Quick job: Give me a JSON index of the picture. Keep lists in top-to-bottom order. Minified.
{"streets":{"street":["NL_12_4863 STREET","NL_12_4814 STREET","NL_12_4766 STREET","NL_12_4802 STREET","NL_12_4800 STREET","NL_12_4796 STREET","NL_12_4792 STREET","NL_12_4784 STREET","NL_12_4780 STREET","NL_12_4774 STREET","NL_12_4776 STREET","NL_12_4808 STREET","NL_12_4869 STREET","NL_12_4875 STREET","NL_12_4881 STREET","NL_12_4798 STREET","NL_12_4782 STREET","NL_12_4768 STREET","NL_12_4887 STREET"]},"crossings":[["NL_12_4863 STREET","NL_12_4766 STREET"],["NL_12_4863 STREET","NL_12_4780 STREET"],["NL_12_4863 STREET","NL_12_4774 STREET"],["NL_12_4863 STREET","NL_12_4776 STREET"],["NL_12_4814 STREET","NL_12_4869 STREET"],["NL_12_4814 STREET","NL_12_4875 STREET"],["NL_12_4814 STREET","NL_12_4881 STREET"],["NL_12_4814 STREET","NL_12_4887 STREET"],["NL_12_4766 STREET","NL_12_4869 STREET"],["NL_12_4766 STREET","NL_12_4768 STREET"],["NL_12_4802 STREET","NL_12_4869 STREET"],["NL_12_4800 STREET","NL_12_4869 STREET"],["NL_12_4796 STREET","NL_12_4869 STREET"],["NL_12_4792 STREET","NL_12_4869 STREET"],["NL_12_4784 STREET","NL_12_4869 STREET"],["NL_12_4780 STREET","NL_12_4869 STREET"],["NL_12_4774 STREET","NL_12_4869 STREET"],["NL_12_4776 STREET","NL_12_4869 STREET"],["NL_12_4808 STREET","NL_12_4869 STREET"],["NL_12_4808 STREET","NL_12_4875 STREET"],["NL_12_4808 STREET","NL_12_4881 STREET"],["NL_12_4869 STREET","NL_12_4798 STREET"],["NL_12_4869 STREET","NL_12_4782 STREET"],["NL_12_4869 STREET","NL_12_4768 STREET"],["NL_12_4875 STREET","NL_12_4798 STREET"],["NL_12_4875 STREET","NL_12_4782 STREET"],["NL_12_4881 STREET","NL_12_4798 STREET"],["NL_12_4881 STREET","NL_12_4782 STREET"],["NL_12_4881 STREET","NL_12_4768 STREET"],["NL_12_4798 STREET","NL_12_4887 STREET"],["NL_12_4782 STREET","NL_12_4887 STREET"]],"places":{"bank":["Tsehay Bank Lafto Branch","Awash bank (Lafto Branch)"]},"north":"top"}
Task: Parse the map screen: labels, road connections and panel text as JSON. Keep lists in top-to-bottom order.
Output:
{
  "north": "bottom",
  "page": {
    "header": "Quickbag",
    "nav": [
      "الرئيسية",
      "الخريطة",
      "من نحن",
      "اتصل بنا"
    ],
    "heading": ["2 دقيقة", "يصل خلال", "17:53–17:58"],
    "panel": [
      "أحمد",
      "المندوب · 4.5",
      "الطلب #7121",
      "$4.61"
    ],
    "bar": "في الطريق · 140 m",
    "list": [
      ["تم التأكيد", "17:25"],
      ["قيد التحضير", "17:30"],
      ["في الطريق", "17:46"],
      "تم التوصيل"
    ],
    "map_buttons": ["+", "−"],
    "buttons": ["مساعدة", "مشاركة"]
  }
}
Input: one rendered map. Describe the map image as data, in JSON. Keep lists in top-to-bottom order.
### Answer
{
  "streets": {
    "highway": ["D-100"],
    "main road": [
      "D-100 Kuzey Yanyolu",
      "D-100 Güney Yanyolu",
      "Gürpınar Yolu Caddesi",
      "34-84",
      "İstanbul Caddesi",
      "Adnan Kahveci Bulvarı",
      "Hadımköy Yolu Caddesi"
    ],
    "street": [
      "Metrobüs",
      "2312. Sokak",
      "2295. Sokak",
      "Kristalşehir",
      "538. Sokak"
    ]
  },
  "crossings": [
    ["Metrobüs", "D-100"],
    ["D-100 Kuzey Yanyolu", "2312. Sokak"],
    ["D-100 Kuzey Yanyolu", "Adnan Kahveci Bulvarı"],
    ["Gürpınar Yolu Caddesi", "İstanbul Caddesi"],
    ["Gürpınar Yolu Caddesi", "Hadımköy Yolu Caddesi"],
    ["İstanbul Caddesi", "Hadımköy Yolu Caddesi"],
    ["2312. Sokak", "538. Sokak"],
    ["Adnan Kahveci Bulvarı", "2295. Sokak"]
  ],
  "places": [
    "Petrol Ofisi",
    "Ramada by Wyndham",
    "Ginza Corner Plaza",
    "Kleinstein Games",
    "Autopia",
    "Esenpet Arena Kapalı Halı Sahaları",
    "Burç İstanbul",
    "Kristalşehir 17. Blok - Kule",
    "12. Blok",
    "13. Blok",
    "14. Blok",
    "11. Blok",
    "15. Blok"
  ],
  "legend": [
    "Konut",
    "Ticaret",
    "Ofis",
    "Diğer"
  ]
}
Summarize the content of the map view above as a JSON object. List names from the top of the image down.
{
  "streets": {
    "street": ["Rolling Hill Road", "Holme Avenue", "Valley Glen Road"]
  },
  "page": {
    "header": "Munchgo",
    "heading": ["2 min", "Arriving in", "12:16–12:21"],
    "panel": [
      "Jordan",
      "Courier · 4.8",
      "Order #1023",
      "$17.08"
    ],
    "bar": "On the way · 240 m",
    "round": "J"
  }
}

> Work to complete
Some lines above contain the word "Yanyolu". Copy each of them.

> Solution below
      "D-100 Kuzey Yanyolu",
      "D-100 Güney Yanyolu",
    ["D-100 Kuzey Yanyolu", "2312. Sokak"],
    ["D-100 Kuzey Yanyolu", "Adnan Kahveci Bulvarı"],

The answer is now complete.